How to Write CSV file in PySpark easily in Azure Databricks

In this article we will have a DEMO on How to Write CSV file in PySpark in Azure Databricks Notebook.

In PySpark, we can use CSV function (dataframeObj.write.csv) of DataFrameWriter instance (dataframeObj.write) to write on disk or File system , Azure Storage, AWS S3, HDFS.

In this article, We will use PySpark to write CSV with several options: with or without a header, with specific delimiter, with save mode optionsand verify after writing to file.
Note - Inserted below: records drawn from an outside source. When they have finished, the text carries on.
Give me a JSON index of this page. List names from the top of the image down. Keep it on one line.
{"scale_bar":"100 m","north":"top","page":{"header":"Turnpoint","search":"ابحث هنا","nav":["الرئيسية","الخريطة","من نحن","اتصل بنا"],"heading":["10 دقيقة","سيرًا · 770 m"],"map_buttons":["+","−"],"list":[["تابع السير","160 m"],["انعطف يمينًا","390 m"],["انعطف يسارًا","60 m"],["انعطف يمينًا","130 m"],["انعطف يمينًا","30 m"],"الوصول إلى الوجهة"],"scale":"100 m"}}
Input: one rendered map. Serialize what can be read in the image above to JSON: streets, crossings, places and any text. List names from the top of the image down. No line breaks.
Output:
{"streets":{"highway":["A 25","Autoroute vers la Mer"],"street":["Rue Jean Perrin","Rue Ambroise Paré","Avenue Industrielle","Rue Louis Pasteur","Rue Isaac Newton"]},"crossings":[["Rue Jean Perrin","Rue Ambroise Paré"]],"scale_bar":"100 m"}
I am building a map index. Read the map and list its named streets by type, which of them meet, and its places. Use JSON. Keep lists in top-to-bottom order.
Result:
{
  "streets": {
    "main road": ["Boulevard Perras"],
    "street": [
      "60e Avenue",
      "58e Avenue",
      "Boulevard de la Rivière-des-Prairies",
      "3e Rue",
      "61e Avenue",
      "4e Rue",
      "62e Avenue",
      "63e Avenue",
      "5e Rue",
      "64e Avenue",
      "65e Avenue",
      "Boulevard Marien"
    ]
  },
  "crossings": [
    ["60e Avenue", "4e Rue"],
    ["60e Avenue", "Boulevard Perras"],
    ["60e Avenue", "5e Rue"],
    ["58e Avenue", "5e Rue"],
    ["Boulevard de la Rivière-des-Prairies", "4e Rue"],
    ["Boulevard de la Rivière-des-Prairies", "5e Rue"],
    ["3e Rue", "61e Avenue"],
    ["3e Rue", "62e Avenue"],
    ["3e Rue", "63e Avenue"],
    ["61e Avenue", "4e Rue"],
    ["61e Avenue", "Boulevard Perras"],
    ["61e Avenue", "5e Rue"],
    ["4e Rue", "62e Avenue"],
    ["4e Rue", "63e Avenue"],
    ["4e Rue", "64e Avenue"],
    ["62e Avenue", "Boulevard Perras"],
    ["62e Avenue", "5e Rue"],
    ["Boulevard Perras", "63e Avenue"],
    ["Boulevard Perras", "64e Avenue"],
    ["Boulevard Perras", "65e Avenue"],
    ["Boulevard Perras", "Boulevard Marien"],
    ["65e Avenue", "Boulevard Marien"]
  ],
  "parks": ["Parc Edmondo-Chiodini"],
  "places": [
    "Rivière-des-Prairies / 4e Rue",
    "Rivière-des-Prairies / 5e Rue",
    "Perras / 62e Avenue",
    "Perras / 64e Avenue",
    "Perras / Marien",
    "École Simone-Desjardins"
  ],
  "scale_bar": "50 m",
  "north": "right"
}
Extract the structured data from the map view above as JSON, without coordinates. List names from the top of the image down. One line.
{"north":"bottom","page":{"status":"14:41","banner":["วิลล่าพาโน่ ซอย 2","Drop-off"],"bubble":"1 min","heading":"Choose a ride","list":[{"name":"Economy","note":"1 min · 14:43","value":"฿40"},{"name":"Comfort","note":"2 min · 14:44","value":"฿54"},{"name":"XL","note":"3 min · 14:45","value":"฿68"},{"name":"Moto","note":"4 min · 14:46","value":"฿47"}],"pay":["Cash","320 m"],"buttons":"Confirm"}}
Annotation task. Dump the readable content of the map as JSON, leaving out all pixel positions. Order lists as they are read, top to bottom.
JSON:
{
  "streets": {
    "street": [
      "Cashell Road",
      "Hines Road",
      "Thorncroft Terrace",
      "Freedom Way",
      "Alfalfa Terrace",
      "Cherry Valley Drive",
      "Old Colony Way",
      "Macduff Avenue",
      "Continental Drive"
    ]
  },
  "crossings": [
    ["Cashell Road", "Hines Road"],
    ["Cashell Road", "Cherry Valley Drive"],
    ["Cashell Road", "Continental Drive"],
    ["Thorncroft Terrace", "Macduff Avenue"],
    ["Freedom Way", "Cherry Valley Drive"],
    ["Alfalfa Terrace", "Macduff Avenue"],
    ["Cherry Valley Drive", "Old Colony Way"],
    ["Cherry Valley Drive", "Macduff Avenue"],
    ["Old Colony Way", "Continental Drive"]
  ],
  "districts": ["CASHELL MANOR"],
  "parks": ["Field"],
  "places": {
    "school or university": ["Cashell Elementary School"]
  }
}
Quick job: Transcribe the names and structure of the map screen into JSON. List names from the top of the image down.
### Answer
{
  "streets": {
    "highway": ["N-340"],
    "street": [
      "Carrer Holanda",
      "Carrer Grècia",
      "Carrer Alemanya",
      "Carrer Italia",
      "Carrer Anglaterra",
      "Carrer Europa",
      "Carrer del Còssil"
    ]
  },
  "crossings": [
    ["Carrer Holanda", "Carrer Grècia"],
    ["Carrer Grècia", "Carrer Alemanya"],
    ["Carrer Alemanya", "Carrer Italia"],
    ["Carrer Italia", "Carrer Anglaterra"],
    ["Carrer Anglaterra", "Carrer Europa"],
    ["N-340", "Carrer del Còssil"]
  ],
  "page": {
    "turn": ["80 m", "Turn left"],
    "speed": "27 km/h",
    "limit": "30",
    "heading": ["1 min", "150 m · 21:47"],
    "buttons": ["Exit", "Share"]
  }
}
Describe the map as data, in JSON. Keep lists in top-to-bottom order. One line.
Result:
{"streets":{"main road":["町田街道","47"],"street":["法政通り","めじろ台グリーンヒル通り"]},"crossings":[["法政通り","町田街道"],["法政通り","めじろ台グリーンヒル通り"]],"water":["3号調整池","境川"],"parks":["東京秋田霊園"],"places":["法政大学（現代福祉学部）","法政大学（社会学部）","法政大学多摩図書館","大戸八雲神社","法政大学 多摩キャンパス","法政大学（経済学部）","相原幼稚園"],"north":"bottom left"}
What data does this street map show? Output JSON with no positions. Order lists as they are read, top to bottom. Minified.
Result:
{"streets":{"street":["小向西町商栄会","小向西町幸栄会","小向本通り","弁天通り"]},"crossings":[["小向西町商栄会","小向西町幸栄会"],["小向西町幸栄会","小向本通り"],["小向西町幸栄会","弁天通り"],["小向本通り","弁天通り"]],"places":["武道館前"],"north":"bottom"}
Now let us see below how we can Write CSV in PySpark:

Table of Contents:
  1. Read Source Data in PySpark: Quick Recap for demo
  2. Understanding CSV Writer method in PySpark
  3. Write PySpark to CSV file
  4. PySpark Write CSV Options
  5. Write Saving modes
How to Write CSV in PySpark Azure Databricks Notebook; write csv pyspark
How to Write CSV in PySpark Azure Databricks Notebook
Read Source Data in PySpark: Quick Recap for demo:

For demo purpose , we will read one CSV file from DBFS databricks file system and filter the data and write to a new CSV file of a new directory “CSVWrite”.

RECOMMENDATION:

Read CSV in PySpark: Please refer this link for details on how read CSV file in PySpark

Now let us review source CSV data to be filtered before writing to a new CSV file:

Azure Databricks Notebook Read CSV data in PySpark
Azure Databricks Notebook Read CSV data in PySpark
Understanding CSV Writer method in PySpark:

Now let us know what is dataframeobj.write property is and dataframeobj.write.csv function is because this is what need to write a CSV file in PySpark.

DataFrame.Write as instance of DataFrameWriter:

DataFrame object contains Write property (dataframeobj.write) which is instance of DataFrameWriter class.

Instance of DataFrameWriter class (dataframeobj.write) contains CSV method to write data into CSV file.

Azure Databricks Notebook DataFrameWriter Instance in PySpark.
Azure Databricks Notebook DataFrameWriter Instance in PySpark.

From below image we can see dataframeobj.write is type of DataFrameWriter using type function:

Azure Databricks Notebook write is DataFrameWriter Type in PySpark
Azure Databricks Notebook: write is DataFrameWriter Type in PySpark
Dataframe.write.CSV() method signature:

From below image, we can see different input parameters of CSV function using help method.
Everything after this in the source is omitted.